#### [Collected data entries]
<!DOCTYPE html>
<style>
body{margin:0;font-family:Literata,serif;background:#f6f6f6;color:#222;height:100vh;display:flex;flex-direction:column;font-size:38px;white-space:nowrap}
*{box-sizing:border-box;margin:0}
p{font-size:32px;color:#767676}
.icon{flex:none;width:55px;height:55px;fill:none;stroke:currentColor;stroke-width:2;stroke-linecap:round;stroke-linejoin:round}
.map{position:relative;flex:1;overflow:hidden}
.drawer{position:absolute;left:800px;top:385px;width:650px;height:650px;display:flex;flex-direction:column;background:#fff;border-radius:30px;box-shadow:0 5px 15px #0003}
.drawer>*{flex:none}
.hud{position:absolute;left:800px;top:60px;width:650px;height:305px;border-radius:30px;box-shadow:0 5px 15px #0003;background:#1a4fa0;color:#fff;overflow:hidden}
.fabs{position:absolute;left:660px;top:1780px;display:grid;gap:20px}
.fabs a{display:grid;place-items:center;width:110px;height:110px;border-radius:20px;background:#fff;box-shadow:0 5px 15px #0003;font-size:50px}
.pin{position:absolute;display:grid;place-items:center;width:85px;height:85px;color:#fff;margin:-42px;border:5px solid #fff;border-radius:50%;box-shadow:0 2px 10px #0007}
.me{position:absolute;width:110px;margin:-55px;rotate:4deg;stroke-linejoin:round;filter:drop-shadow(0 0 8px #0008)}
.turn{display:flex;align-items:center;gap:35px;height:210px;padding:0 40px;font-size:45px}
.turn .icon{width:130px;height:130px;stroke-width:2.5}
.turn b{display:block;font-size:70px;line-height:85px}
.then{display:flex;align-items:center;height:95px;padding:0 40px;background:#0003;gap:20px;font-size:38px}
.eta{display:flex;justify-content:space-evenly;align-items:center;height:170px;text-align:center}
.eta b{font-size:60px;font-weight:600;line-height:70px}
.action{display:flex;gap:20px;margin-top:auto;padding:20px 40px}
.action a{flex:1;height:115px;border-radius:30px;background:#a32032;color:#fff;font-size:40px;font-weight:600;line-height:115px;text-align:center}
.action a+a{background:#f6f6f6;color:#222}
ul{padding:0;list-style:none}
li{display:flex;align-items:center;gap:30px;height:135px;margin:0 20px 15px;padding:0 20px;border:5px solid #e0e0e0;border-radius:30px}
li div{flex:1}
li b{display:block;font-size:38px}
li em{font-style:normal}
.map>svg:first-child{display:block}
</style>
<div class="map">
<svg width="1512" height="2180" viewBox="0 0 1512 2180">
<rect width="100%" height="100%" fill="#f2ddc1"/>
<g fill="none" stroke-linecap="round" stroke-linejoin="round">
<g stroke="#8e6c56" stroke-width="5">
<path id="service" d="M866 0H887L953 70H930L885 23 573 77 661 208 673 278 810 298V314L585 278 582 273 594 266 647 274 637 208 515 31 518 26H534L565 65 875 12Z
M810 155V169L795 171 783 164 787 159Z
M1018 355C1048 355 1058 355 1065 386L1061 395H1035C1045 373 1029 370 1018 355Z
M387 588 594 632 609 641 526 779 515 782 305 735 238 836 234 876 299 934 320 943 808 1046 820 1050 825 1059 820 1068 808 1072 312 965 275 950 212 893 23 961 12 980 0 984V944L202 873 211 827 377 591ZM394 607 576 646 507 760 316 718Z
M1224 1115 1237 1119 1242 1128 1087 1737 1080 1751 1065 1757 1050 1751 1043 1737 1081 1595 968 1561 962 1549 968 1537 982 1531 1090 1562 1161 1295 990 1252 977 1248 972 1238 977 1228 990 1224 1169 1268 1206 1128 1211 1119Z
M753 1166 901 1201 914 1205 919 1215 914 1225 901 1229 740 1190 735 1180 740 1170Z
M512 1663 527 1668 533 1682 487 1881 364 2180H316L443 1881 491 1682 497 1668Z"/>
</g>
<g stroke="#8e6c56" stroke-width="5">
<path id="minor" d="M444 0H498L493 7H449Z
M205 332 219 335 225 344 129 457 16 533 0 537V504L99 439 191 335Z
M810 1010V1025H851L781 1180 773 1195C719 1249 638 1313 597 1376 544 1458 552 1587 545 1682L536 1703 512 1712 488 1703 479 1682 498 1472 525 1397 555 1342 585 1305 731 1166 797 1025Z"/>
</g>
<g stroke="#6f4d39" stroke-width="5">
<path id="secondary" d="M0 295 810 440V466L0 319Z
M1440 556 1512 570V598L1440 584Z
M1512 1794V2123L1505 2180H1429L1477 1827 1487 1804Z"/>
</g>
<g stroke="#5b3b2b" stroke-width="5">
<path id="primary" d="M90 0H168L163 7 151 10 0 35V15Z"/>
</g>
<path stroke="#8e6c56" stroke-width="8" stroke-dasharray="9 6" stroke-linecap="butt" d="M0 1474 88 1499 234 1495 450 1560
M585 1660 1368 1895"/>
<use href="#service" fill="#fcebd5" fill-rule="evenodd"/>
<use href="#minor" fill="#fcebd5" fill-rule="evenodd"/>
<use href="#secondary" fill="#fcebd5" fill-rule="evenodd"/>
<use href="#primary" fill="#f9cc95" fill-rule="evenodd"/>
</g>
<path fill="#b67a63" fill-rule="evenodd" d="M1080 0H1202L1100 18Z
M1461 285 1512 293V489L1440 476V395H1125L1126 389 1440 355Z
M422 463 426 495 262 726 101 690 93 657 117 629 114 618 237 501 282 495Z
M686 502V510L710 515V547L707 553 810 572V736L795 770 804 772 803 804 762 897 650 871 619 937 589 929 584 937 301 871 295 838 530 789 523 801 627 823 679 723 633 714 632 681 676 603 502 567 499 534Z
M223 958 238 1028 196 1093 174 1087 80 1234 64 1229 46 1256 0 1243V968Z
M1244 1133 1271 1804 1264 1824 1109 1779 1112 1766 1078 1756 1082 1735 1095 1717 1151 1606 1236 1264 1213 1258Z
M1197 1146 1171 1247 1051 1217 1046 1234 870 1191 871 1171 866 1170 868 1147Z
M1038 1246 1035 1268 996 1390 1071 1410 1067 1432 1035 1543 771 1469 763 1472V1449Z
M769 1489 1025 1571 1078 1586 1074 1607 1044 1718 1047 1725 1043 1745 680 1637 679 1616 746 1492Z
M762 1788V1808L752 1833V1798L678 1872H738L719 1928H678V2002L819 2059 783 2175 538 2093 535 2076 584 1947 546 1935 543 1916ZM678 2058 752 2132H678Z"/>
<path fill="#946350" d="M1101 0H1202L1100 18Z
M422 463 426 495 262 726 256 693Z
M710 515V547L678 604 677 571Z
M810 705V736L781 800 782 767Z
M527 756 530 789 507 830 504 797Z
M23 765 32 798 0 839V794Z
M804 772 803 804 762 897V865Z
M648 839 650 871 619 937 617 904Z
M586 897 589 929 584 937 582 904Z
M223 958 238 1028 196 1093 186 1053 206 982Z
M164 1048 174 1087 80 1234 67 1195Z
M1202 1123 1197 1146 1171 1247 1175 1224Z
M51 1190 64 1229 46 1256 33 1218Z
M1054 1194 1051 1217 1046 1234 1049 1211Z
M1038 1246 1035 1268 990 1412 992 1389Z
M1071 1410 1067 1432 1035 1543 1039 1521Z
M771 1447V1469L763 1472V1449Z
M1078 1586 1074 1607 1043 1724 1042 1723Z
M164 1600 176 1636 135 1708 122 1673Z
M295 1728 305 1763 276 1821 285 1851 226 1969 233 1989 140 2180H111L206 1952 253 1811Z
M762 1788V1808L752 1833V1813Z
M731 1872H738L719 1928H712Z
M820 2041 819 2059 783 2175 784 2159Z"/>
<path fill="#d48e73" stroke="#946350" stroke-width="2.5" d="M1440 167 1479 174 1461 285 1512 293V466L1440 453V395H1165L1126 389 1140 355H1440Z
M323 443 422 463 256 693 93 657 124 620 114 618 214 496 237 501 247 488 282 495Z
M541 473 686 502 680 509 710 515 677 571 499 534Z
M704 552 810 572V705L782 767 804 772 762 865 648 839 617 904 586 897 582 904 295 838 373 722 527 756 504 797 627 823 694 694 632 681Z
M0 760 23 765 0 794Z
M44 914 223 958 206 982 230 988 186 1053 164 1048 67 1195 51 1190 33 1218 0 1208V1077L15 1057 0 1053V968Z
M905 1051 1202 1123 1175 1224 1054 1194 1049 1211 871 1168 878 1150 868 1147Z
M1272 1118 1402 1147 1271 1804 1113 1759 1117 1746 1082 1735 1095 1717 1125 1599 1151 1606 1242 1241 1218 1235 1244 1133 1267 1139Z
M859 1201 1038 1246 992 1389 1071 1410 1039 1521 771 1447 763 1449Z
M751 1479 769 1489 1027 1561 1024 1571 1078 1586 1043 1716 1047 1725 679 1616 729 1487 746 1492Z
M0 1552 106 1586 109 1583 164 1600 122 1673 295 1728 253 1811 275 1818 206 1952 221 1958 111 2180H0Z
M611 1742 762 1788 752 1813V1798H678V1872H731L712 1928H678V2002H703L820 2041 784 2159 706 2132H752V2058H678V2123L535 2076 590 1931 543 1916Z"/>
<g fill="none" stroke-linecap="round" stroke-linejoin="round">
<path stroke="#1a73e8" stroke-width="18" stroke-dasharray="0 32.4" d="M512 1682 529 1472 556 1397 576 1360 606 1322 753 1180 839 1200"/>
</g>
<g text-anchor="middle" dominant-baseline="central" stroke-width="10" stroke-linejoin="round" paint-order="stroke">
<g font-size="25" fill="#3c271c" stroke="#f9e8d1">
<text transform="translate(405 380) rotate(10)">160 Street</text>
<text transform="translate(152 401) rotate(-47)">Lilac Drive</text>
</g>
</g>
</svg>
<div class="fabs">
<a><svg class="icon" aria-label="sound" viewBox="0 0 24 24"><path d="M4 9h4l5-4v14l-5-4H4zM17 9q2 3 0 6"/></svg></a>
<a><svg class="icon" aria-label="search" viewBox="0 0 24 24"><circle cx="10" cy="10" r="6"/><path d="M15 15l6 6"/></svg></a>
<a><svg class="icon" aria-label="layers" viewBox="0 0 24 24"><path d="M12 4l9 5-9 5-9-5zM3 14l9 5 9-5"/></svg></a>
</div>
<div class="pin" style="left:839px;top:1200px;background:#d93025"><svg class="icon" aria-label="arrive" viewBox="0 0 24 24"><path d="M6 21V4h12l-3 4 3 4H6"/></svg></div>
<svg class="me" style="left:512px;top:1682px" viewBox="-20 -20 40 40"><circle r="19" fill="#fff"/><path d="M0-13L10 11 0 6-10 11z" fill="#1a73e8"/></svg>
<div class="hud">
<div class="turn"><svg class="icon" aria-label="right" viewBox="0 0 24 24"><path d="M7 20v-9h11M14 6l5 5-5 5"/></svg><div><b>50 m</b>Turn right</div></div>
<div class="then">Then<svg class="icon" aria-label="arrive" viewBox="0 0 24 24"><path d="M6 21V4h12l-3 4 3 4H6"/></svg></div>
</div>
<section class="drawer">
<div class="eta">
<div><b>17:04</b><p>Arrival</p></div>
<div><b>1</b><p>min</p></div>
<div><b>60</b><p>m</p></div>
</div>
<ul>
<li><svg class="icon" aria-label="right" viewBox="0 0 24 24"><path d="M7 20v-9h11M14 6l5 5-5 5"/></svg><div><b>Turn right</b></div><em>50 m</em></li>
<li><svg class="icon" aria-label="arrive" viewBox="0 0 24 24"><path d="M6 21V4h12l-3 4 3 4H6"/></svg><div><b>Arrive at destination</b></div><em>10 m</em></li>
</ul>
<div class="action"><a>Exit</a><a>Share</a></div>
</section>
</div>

#### [Work to be completed]
Give the number of lines containing "overflow" in the entries, and no other text.

#### [Response]
2